── GIVEN INFORMATION
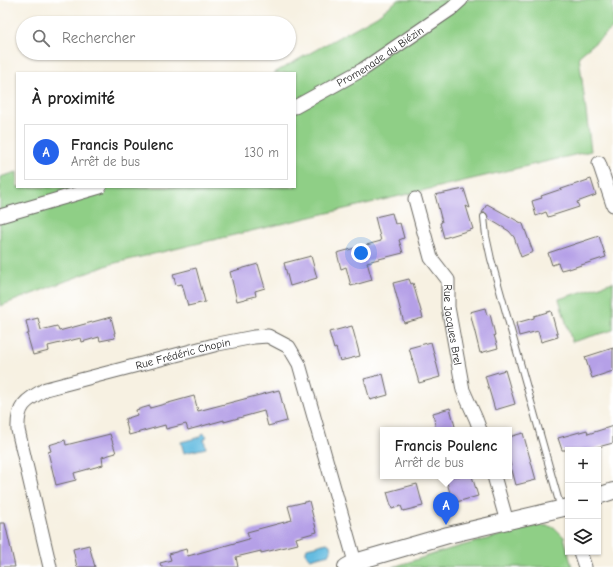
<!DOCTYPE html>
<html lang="fr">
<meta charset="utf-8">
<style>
body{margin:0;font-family:"Comic Neue",sans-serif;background:#f6f6f6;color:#222}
.controls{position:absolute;right:12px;bottom:12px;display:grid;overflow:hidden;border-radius:0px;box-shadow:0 1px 3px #0004}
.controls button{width:36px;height:36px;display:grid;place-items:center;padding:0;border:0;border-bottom:1px solid #e0e0e0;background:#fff;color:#222;font:20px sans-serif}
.you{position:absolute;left:361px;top:253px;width:14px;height:14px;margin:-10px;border:3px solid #fff;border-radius:50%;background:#1a73e8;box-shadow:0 0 0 6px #1a73e833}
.badge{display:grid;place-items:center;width:26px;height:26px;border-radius:50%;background:#2563eb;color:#fff;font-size:13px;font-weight:700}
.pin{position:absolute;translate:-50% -33px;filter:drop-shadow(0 1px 2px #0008)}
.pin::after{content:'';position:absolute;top:21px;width:14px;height:12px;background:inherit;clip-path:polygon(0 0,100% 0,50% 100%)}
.popup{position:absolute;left:380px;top:427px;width:132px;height:52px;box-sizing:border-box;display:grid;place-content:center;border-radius:0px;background:#fff;filter:drop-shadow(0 1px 3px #0005);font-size:13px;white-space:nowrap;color:#767676}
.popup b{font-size:15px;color:#222}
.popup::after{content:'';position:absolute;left:50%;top:100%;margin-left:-8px;border:8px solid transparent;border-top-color:#fff}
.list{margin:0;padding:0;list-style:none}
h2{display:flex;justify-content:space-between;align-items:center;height:52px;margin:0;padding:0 16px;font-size:17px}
h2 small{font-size:13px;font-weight:400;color:#767676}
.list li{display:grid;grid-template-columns:26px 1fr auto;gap:12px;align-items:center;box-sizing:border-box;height:56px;margin:0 8px 8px;padding:0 8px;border:1px solid #e0e0e0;border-radius:0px}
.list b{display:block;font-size:15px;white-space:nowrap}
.list p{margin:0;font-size:13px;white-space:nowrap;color:#767676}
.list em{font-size:13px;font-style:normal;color:#767676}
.icon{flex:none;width:22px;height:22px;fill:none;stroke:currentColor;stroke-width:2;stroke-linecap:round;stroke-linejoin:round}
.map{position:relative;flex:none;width:613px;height:567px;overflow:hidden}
.search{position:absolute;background:#fff;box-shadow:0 1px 3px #0004;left:16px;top:16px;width:280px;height:44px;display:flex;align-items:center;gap:10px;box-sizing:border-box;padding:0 14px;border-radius:22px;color:#767676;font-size:15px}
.panel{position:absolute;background:#fff;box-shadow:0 1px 3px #0004;left:16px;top:72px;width:280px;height:116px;border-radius:0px}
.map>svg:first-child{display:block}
.green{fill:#8fcf86;stroke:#567651}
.water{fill:#63bbe0;stroke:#406c7e}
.building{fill:#b5a0e7}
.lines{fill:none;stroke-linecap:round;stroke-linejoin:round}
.service-casing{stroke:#696761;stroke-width:8}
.minor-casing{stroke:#696761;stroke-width:15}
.tertiary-casing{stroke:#696761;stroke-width:18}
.service{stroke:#fff;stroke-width:6}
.minor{stroke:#fff;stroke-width:13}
.tertiary{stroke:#fff;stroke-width:16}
.labels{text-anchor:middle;stroke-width:3;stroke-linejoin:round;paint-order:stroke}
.street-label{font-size:11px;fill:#1c1c1c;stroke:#fff}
</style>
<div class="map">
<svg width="613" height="567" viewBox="0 0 613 567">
<rect width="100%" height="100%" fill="#fff"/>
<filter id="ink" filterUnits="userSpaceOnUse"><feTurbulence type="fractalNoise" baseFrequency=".025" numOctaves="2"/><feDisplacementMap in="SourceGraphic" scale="8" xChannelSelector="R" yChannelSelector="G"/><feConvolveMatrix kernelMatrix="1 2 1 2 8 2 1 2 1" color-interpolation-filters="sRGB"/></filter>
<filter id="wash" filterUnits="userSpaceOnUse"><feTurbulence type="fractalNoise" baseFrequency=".012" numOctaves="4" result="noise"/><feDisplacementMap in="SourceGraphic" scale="16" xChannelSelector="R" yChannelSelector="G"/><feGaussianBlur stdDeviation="0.9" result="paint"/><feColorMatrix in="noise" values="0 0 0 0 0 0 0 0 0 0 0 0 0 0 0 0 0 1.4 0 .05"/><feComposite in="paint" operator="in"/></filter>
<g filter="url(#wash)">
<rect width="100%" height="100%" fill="#f7f1e2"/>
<path class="green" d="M398 0H613V28L579 56 591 151 111 264 0 306V177L17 172V187H295V73H274L377 16Z
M613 282V330L572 342 559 299Z
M539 525 554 527 564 537 572 567H393L450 549Z"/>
<path class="water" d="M203 433 207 436 204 440 206 448 184 453 181 442 200 437Z
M327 543 330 545 331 551 329 554 310 559C306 556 305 552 307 548Z"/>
<g id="blocks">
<path class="building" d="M591 179 596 195 577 202 579 207 548 217 546 212 536 216 532 201 542 198 541 196Z
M464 189 470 208 466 206 473 229 444 238 440 223 442 222 435 195Z
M487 204 523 224 533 252 521 257 514 237 509 231 489 219 486 213H482Z
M392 213 395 224 400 223 404 238 399 240 403 253 367 262 372 280 351 286 346 267 341 269 337 253 381 241 375 217Z
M599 236 606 257 569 269V268L561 270 558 263 552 265 548 253Z
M311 256 317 278 290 286 284 263Z
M258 264 265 288 255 291 256 296 237 301 230 272Z
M196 268 205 302 188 306 182 284 176 285 173 274Z
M409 279 411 284 413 283 423 318 404 323 393 283Z
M485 308 487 315 490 314 495 335H494L498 348 480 353 470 312Z
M551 311 558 337 541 342 538 331 519 336 516 323 534 318V316Z
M111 317 115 333H114L115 338 100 341 99 337 82 342 81 338 48 346 49 351 33 355 27 334H29L26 321 38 318 41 330 57 326 59 331Z
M352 326 360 356 340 361 336 348 334 349 329 332Z
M431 342 440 377 419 383 409 348Z
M613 348V371L592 378 585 357Z
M505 370 515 404 495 410 485 376Z
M383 374 388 395 370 400 364 379Z
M279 390 287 421 268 426 264 411 224 422V420L188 430 186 424 166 429 165 425 129 435 125 419 137 415 136 410 150 406V408L194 396 198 411Z
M450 408 456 430H436L433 413Z
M613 426V443L587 450H562L558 438 587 430 588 434Z
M523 433 536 480 516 485 509 459V437Z
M110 434 116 453 102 457 103 465 74 473 76 480 56 485 48 452 51 451 49 445 65 440 66 445Z
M445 476H472L478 496 453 503Z
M417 484 423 506 403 511 401 506 392 509 387 492Z
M309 501 317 532 296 538 298 544 261 553V551L236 557 238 567H161L160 563 171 560 169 554 186 549 188 556 249 539 247 532 292 520 288 506Z
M0 523H5L15 567H0Z
M89 545 95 567H77L73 549Z"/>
</g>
</g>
<g filter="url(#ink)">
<use href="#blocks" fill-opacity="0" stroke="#696761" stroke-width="1"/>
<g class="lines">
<defs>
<path id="service" d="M484 217 486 236 491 259 561 509"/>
<g id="minor">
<path id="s1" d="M295 107 362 70 451 9 461 0"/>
<path d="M599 163 613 205"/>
<path id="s2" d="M415 199 431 258 448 280V307L463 390 476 419 480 430"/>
<path d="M0 216 100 187"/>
<path d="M494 476 507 522"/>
<path d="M580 552 585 567"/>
<path id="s3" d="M50 567 18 430C17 405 25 401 46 389L218 344 254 337 268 336 289 347 299 364 355 562"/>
</g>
<path id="tertiary" d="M598 496 613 491
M346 567 355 562 448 535 568 507"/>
</defs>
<use href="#service" class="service-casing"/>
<use href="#minor" class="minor-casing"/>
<use href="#tertiary" class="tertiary-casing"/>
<use href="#service" class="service"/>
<use href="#minor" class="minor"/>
<use href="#tertiary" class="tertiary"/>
</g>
</g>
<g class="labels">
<g class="street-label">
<text dy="4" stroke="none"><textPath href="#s1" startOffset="99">Promenade du Biézin</textPath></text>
<text dy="4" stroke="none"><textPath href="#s2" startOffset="134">Rue Jacques Brel</textPath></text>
<text dy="4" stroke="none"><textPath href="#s3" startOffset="336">Rue Frédéric Chopin</textPath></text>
</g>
</g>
</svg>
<div class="controls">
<button>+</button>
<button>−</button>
<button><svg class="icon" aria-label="layers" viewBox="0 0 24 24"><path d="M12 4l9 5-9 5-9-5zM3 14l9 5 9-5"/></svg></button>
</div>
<div class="you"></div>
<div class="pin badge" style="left:446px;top:525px">A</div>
<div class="popup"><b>Francis Poulenc</b>Arrêt de bus</div>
<div class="search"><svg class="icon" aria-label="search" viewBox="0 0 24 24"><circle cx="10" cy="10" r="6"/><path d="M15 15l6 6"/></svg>Rechercher</div>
<section class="panel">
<h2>À proximité<small></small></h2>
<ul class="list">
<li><span class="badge">A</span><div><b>Francis Poulenc</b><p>Arrêt de bus</p></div><em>130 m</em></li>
</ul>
</section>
</div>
────
* [TO DO]: How many lines of the entries contain "scale"? Answer with a number alone.

* [YOUR SOLUTION]: 2